How, my dear Mary,--are you critic-bitten
(For vipers kill, though dead) by some review,
That you condemn these verses I have written,
Because they tell no story, false or true?
What, though no mice are caught by a young kitten, _5
May it not leap and play as grown cats do,
Till its claws come? Prithee, for this one time,
Content thee with a visionary rhyme.
What hand would crush the silken-winged fly,
The youngest of inconstant April's minions, _10
Because it cannot climb the purest sky,
Where the swan sings, amid the sun's dominions?
Not thine. Thou knowest 'tis its doom to die,
When Day shall hide within her twilight pinions
The lucent eyes, and the eternal smile, _15
Serene as thine, which lent it life awhile.
To thy fair feet a winged Vision came,
Whose date should have been longer than a day,
And o'er thy head did beat its wings for fame,
And in thy sight its fading plumes display; _20
The watery bow burned in the evening flame.
But the shower fell, the swift Sun went his way--
And that is dead.--O, let me not believe
That anything of mine is fit to live!
Wordsworth informs us he was nineteen years _25
Considering and retouching Peter Bell;
Watering his laurels with the killing tears
Of slow, dull care, so that their roots to Hell
Might pierce, and their wide branches blot the spheres
Of Heaven, with dewy leaves and flowers; this well _30
May be, for Heaven and Earth conspire to foil
The over-busy gardener's blundering toil.

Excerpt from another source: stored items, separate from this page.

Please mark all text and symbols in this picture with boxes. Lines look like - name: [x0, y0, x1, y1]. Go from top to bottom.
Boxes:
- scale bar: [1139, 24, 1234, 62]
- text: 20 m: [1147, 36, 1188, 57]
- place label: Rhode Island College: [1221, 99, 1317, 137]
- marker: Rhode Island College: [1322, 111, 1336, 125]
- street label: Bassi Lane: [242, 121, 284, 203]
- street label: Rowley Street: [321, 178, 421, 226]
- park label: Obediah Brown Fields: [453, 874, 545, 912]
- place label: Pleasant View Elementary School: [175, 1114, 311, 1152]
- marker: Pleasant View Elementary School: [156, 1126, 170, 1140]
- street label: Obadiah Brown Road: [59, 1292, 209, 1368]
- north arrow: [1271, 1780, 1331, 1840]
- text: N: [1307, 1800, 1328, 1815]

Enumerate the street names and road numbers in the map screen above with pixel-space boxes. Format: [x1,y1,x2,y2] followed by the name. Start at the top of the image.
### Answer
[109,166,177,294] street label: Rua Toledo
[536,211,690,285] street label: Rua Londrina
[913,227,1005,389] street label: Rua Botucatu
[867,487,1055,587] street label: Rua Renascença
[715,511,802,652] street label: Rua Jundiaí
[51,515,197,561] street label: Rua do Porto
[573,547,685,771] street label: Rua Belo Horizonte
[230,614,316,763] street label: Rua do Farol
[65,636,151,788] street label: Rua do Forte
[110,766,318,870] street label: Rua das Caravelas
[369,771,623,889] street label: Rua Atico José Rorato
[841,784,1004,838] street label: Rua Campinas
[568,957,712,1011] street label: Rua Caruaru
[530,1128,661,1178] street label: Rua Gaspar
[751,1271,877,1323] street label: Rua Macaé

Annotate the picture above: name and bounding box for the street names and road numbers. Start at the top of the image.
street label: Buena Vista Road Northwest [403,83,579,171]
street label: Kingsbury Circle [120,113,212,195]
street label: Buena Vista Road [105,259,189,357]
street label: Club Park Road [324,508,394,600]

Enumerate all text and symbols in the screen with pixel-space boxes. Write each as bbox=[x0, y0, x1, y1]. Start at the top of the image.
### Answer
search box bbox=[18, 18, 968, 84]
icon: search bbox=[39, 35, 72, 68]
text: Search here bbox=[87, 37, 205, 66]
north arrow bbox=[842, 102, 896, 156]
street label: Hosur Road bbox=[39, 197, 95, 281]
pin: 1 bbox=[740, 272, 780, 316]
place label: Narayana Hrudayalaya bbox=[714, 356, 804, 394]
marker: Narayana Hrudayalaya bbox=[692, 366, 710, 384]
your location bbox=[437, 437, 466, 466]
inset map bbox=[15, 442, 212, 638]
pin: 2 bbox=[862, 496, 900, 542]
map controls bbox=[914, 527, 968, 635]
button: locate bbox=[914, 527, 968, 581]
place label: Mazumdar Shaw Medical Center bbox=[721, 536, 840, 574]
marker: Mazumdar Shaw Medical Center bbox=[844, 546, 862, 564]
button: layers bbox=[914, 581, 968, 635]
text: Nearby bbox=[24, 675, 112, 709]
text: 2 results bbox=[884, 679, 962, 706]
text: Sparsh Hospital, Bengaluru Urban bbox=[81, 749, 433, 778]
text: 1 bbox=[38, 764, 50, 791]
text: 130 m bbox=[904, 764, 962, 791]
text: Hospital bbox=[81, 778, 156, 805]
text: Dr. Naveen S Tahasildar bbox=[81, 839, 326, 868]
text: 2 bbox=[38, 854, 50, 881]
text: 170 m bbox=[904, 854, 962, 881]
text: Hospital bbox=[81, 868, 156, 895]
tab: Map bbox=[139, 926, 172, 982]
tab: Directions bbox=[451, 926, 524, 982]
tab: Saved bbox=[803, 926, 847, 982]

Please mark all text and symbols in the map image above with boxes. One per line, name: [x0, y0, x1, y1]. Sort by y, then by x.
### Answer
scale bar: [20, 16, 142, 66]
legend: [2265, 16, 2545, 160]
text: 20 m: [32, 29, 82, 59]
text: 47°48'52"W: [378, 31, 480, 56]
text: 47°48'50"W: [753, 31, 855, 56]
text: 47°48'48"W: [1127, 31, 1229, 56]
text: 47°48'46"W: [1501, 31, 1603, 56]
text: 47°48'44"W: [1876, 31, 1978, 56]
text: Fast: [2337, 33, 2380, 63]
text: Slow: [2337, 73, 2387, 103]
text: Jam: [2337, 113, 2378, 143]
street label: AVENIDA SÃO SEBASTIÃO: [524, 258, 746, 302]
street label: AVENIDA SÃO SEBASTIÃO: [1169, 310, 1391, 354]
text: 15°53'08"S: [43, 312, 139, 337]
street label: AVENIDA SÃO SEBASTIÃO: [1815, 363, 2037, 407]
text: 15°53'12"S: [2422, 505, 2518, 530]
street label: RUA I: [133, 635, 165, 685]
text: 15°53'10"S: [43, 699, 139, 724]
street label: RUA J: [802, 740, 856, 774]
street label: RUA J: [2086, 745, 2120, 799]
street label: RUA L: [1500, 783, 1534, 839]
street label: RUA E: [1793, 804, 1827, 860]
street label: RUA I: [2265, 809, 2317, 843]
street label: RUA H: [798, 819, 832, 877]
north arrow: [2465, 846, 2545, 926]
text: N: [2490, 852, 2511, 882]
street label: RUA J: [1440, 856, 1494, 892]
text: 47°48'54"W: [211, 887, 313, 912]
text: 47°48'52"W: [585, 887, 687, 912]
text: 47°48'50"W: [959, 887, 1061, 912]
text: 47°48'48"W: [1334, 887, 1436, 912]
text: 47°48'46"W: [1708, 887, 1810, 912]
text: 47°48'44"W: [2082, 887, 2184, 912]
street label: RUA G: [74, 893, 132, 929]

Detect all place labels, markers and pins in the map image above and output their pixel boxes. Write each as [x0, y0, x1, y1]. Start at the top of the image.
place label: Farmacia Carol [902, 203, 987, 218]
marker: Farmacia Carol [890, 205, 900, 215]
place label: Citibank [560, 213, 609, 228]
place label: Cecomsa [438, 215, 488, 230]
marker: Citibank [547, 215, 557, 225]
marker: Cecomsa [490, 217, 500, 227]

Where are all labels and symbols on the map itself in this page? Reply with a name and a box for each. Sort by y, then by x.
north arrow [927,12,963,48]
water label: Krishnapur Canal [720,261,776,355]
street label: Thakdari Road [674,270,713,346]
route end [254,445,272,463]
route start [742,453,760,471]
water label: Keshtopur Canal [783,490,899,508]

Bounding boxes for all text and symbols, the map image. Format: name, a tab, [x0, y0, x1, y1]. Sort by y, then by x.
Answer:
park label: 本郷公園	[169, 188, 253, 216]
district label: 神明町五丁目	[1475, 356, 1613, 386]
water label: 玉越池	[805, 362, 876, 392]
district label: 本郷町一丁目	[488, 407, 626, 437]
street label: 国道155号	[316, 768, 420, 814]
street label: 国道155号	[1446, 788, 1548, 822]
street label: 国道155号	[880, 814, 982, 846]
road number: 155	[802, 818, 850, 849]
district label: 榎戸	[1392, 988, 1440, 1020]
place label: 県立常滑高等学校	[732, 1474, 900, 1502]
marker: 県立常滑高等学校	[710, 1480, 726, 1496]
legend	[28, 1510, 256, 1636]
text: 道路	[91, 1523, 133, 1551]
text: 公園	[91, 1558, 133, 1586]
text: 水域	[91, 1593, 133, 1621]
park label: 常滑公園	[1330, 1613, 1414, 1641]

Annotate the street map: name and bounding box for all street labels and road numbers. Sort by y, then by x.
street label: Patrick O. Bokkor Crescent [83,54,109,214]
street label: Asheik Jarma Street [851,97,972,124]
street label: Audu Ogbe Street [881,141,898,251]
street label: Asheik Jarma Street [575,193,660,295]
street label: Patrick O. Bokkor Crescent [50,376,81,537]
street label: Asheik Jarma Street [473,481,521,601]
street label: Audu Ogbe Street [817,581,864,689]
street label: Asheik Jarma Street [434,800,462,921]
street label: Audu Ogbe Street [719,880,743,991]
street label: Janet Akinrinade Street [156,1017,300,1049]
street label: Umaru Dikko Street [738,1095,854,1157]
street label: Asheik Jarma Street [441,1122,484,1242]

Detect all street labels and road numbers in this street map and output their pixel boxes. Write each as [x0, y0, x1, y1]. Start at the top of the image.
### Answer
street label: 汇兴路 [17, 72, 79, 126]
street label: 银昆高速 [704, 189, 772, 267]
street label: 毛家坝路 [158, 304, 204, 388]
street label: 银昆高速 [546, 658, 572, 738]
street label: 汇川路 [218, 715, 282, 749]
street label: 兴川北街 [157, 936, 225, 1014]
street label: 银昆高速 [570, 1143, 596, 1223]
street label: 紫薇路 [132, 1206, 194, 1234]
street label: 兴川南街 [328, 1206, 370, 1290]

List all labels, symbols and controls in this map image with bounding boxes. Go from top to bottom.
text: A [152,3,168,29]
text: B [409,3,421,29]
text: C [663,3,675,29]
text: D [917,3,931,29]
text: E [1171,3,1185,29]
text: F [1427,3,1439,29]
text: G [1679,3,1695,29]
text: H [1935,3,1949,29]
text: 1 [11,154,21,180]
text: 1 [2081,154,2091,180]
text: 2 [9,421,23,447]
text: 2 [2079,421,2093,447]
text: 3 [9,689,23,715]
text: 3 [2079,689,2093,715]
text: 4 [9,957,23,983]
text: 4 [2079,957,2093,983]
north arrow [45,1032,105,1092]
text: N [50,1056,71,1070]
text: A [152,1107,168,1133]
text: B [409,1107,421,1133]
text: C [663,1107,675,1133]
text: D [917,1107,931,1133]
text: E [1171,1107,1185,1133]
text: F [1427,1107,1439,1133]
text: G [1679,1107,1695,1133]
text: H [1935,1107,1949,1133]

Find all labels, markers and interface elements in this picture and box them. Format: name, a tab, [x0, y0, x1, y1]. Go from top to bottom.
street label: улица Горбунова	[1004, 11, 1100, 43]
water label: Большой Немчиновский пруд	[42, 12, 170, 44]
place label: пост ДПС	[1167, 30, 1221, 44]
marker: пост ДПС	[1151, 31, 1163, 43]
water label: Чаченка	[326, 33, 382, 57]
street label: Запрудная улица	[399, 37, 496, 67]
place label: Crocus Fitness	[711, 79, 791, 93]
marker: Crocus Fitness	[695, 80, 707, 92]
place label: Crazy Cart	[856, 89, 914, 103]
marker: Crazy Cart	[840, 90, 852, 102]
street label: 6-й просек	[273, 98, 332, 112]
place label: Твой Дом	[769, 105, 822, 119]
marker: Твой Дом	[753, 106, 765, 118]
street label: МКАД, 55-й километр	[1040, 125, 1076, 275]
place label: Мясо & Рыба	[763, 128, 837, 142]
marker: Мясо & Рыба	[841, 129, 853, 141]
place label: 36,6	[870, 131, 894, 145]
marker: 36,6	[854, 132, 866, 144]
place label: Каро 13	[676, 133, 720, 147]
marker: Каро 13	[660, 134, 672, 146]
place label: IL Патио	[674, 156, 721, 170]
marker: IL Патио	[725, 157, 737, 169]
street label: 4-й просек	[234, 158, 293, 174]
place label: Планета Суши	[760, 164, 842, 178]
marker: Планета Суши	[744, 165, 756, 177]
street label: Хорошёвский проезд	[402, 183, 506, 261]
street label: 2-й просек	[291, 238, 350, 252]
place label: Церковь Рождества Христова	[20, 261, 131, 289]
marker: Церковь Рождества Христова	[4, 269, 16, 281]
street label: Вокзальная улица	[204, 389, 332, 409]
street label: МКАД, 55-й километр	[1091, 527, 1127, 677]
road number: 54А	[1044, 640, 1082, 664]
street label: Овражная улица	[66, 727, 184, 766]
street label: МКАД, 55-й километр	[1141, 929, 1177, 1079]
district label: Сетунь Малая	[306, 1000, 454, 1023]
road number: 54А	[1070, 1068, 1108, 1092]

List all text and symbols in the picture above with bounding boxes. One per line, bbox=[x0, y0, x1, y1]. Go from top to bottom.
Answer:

My Witch indeed is not so sweet a creature
As Ruth or Lucy, whom his graceful praise
Clothes for our grandsons--but she matches Peter, _35
Though he took nineteen years, and she three days
In dressing. Light the vest of flowing metre
She wears; he, proud as dandy with his stays,
Has hung upon his wiry limbs a dress
Like King Lear's 'looped and windowed raggedness.' _40
If you strip Peter, you will see a fellow
Scorched by Hell's hyperequatorial climate
Into a kind of a sulphureous yellow:
A lean mark, hardly fit to fling a rhyme at;
In shape a Scaramouch, in hue Othello. _45
If you unveil my Witch, no priest nor primate
Can shrive you of that sin,--if sin there be
In love, when it becomes idolatry.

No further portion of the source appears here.